Material for this exercise
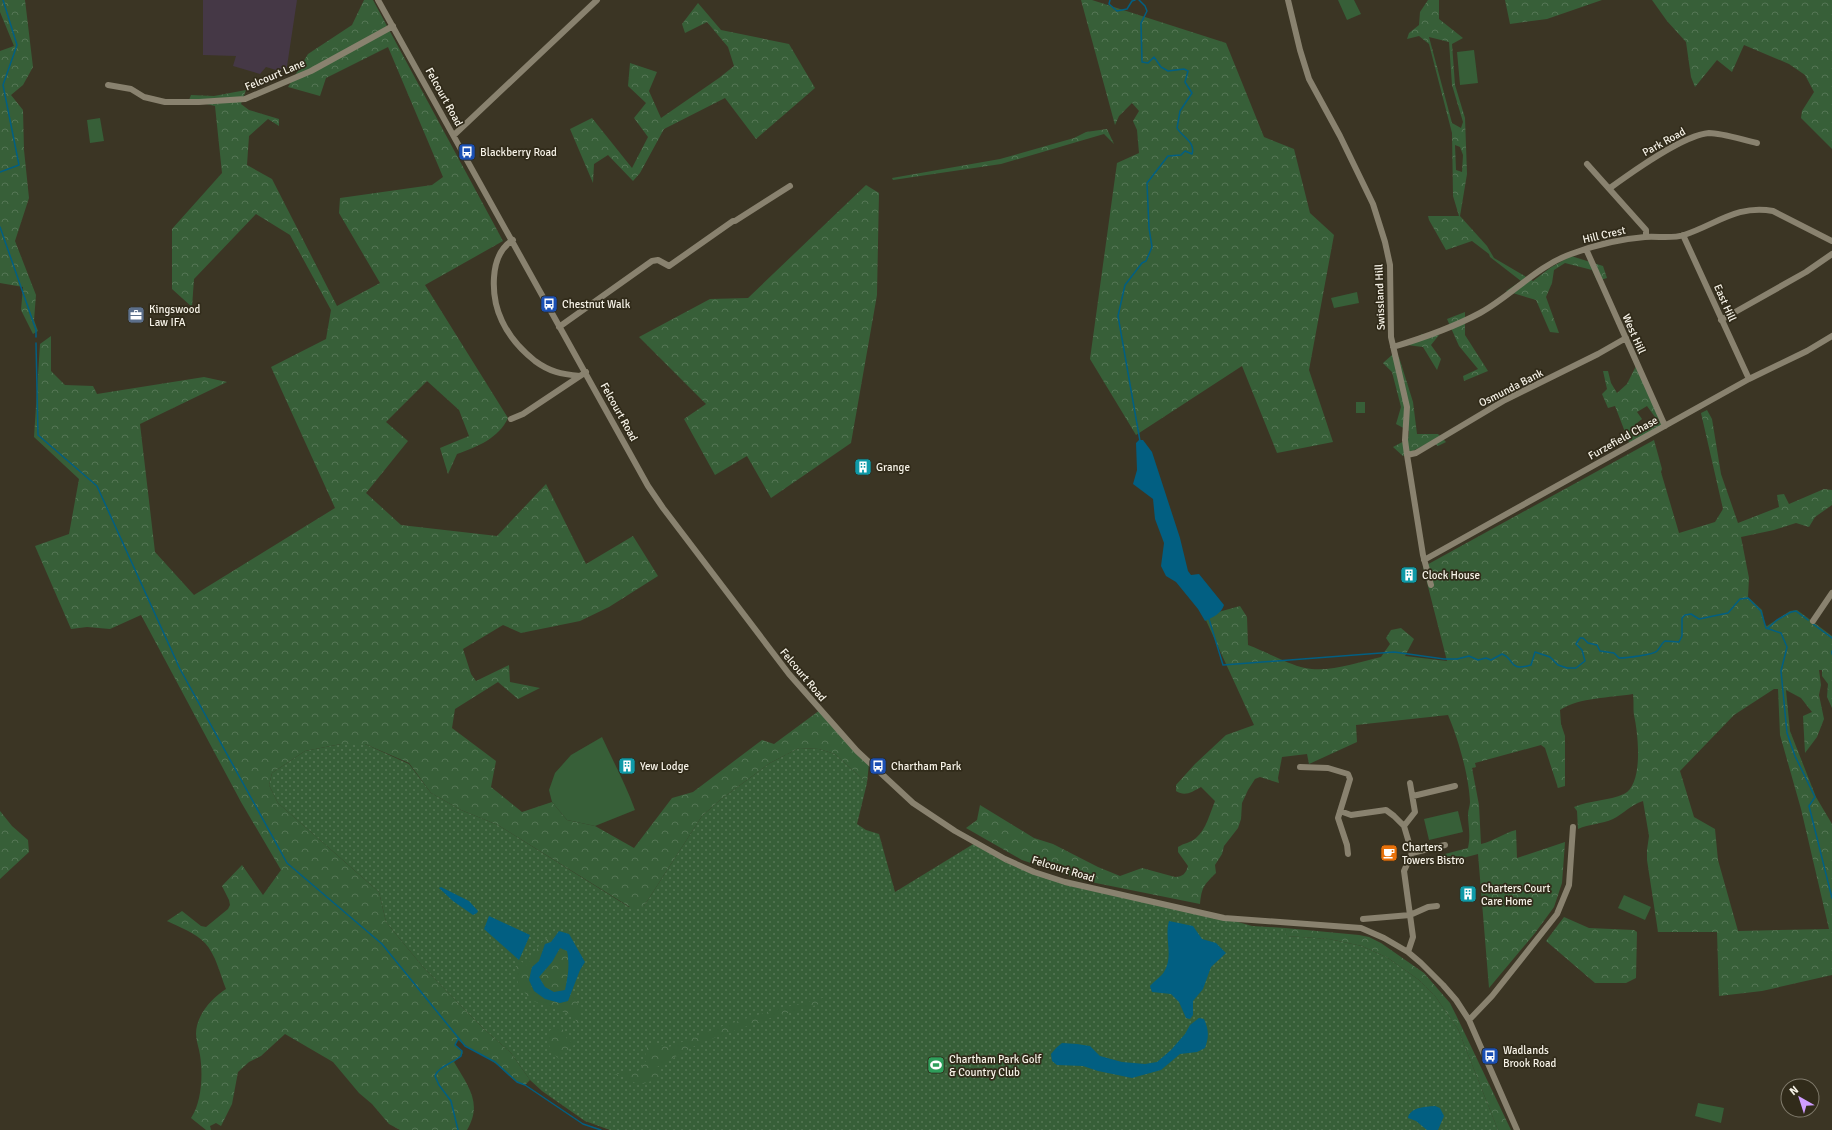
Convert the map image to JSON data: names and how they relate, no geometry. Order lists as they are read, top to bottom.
{
  "streets": {
    "street": [
      "Felcourt Lane",
      "Felcourt Road",
      "Park Road",
      "Hill Crest",
      "Swissland Hill",
      "East Hill",
      "West Hill",
      "Osmunda Bank",
      "Furzefield Chase"
    ]
  },
  "crossings": [
    ["Felcourt Lane", "Felcourt Road"],
    ["Hill Crest", "Swissland Hill"],
    ["Hill Crest", "East Hill"],
    ["Hill Crest", "West Hill"],
    ["Swissland Hill", "Osmunda Bank"],
    ["Swissland Hill", "Furzefield Chase"],
    ["East Hill", "Furzefield Chase"],
    ["West Hill", "Osmunda Bank"],
    ["West Hill", "Furzefield Chase"]
  ],
  "places": {
    "bus stop": [
      "Blackberry Road",
      "Chestnut Walk",
      "Chartham Park",
      "Wadlands Brook Road"
    ],
    "office": ["Kingswood Law IFA"],
    "building": [
      "Grange",
      "Clock House",
      "Yew Lodge",
      "Charters Court Care Home"
    ],
    "cafe": ["Charters Towers Bistro"],
    "sports": ["Chartham Park Golf & Country Club"]
  },
  "north": "top left"
}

Action item
Give back the whole listing as it stands, minus its pictures.

Response to the task
Convert the map image to JSON data: names and how they relate, no geometry. Order lists as they are read, top to bottom.
{
  "streets": {
    "street": [
      "Felcourt Lane",
      "Felcourt Road",
      "Park Road",
      "Hill Crest",
      "Swissland Hill",
      "East Hill",
      "West Hill",
      "Osmunda Bank",
      "Furzefield Chase"
    ]
  },
  "crossings": [
    ["Felcourt Lane", "Felcourt Road"],
    ["Hill Crest", "Swissland Hill"],
    ["Hill Crest", "East Hill"],
    ["Hill Crest", "West Hill"],
    ["Swissland Hill", "Osmunda Bank"],
    ["Swissland Hill", "Furzefield Chase"],
    ["East Hill", "Furzefield Chase"],
    ["West Hill", "Osmunda Bank"],
    ["West Hill", "Furzefield Chase"]
  ],
  "places": {
    "bus stop": [
      "Blackberry Road",
      "Chestnut Walk",
      "Chartham Park",
      "Wadlands Brook Road"
    ],
    "office": ["Kingswood Law IFA"],
    "building": [
      "Grange",
      "Clock House",
      "Yew Lodge",
      "Charters Court Care Home"
    ],
    "cafe": ["Charters Towers Bistro"],
    "sports": ["Chartham Park Golf & Country Club"]
  },
  "north": "top left"
}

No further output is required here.